=== WHAT YOU NEED TO DO ===
Before you return the entries below, strip out the pictures and keep all else exact.

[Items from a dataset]

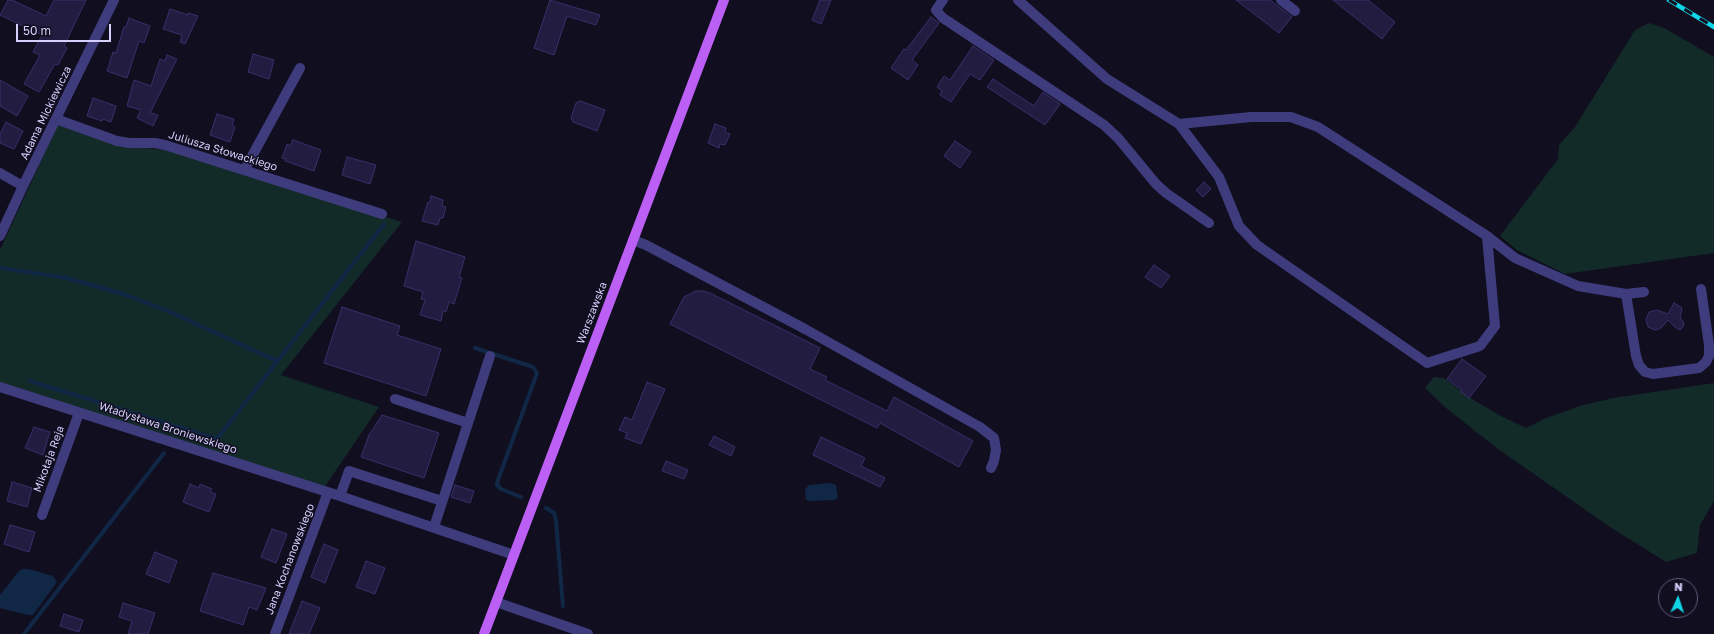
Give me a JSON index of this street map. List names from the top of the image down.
{
  "streets": {
    "main road": ["Warszawska"],
    "street": [
      "Adama Mickiewicza",
      "Juliusza Słowackiego",
      "Władysława Broniewskiego",
      "Mikołaja Reja",
      "Jana Kochanowskiego"
    ]
  },
  "crossings": [
    ["Adama Mickiewicza", "Juliusza Słowackiego"],
    ["Warszawska", "Władysława Broniewskiego"],
    ["Władysława Broniewskiego", "Mikołaja Reja"],
    ["Władysława Broniewskiego", "Jana Kochanowskiego"]
  ],
  "scale_bar": "50 m",
  "north": "top"
}
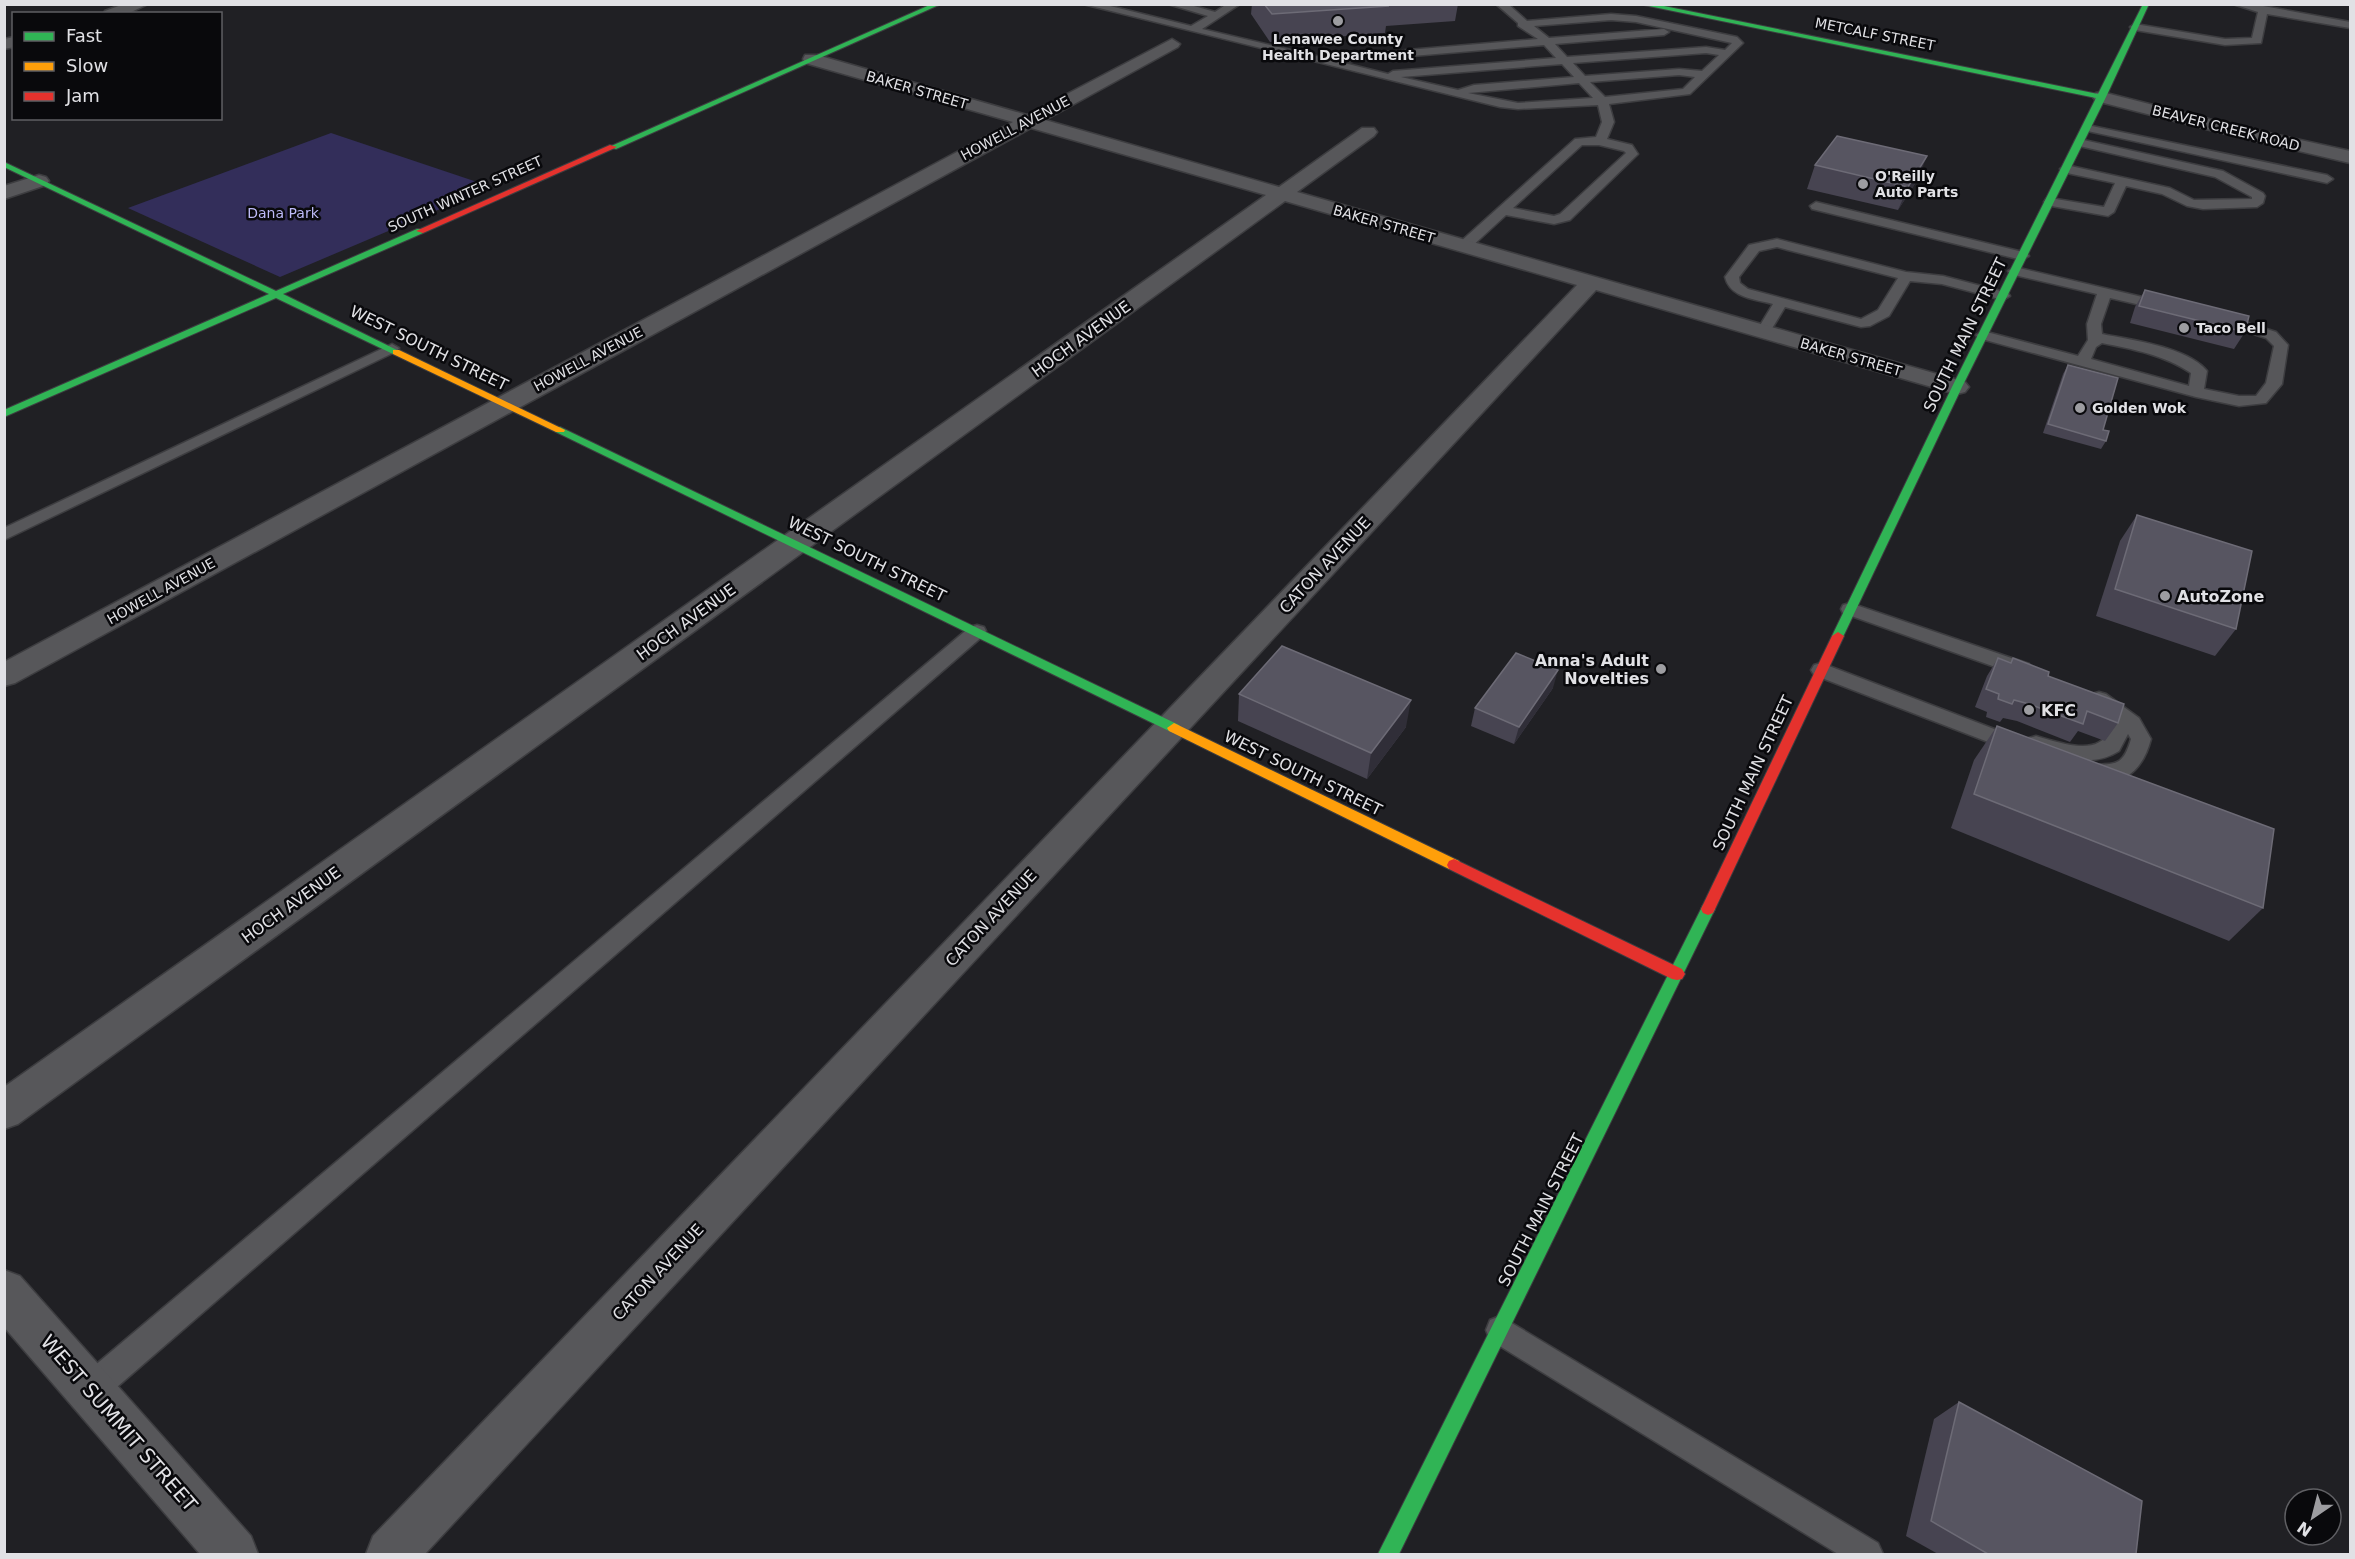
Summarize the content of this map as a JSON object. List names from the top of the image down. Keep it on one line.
{"streets":{"street":["METCALF STREET","BAKER STREET","HOWELL AVENUE","BEAVER CREEK ROAD","SOUTH WINTER STREET","SOUTH MAIN STREET","HOCH AVENUE","WEST SOUTH STREET","CATON AVENUE","WEST SUMMIT STREET"]},"crossings":[["METCALF STREET","BEAVER CREEK ROAD"],["METCALF STREET","SOUTH MAIN STREET"],["BAKER STREET","HOWELL AVENUE"],["BAKER STREET","SOUTH WINTER STREET"],["BAKER STREET","SOUTH MAIN STREET"],["BAKER STREET","HOCH AVENUE"],["BAKER STREET","CATON AVENUE"],["HOWELL AVENUE","WEST SOUTH STREET"],["BEAVER CREEK ROAD","SOUTH MAIN STREET"],["SOUTH WINTER STREET","WEST SOUTH STREET"],["SOUTH MAIN STREET","WEST SOUTH STREET"],["HOCH AVENUE","WEST SOUTH STREET"],["WEST SOUTH STREET","CATON AVENUE"]],"parks":["Dana Park"],"places":["Lenawee County Health Department","O'Reilly Auto Parts","Taco Bell","Golden Wok","AutoZone","Anna's Adult Novelties","KFC"],"legend":["Fast","Slow","Jam"],"north":"bottom left"}
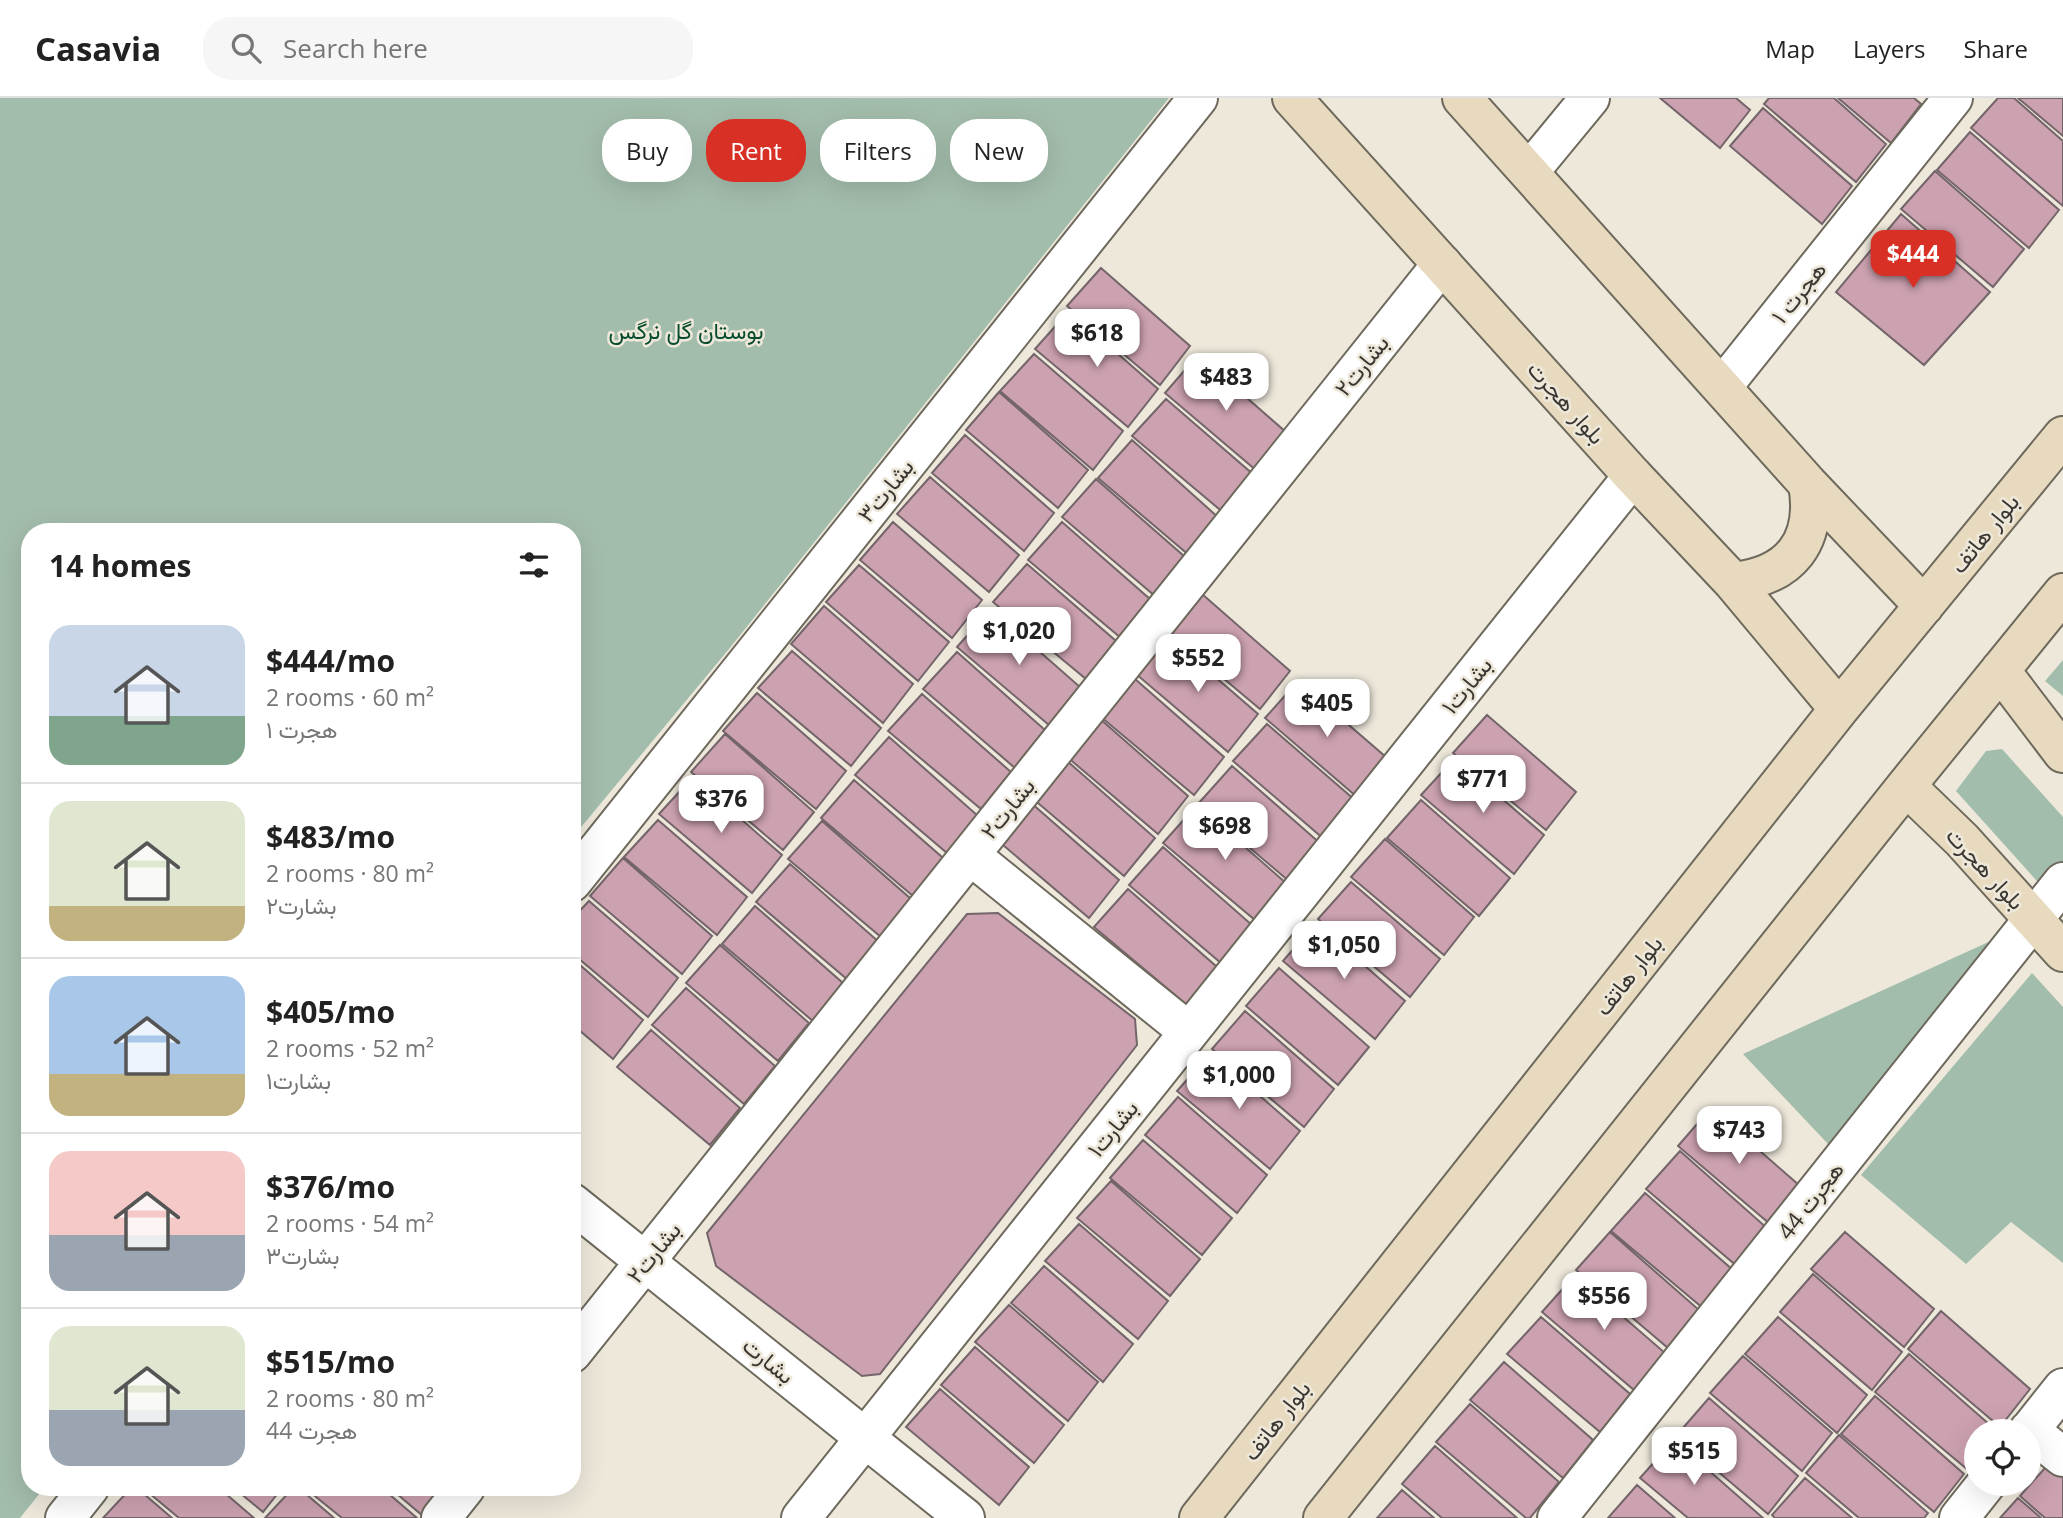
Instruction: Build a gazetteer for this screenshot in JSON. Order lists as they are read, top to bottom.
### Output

=== WRITTEN ANSWER ===
Give me a JSON index of this street map. List names from the top of the image down.
{
  "streets": {
    "main road": ["Warszawska"],
    "street": [
      "Adama Mickiewicza",
      "Juliusza Słowackiego",
      "Władysława Broniewskiego",
      "Mikołaja Reja",
      "Jana Kochanowskiego"
    ]
  },
  "crossings": [
    ["Adama Mickiewicza", "Juliusza Słowackiego"],
    ["Warszawska", "Władysława Broniewskiego"],
    ["Władysława Broniewskiego", "Mikołaja Reja"],
    ["Władysława Broniewskiego", "Jana Kochanowskiego"]
  ],
  "scale_bar": "50 m",
  "north": "top"
}
Summarize the content of this map as a JSON object. List names from the top of the image down. Keep it on one line.
{"streets":{"street":["METCALF STREET","BAKER STREET","HOWELL AVENUE","BEAVER CREEK ROAD","SOUTH WINTER STREET","SOUTH MAIN STREET","HOCH AVENUE","WEST SOUTH STREET","CATON AVENUE","WEST SUMMIT STREET"]},"crossings":[["METCALF STREET","BEAVER CREEK ROAD"],["METCALF STREET","SOUTH MAIN STREET"],["BAKER STREET","HOWELL AVENUE"],["BAKER STREET","SOUTH WINTER STREET"],["BAKER STREET","SOUTH MAIN STREET"],["BAKER STREET","HOCH AVENUE"],["BAKER STREET","CATON AVENUE"],["HOWELL AVENUE","WEST SOUTH STREET"],["BEAVER CREEK ROAD","SOUTH MAIN STREET"],["SOUTH WINTER STREET","WEST SOUTH STREET"],["SOUTH MAIN STREET","WEST SOUTH STREET"],["HOCH AVENUE","WEST SOUTH STREET"],["WEST SOUTH STREET","CATON AVENUE"]],"parks":["Dana Park"],"places":["Lenawee County Health Department","O'Reilly Auto Parts","Taco Bell","Golden Wok","AutoZone","Anna's Adult Novelties","KFC"],"legend":["Fast","Slow","Jam"],"north":"bottom left"}
Instruction: Build a gazetteer for this screenshot in JSON. Order lists as they are read, top to bottom.
### Output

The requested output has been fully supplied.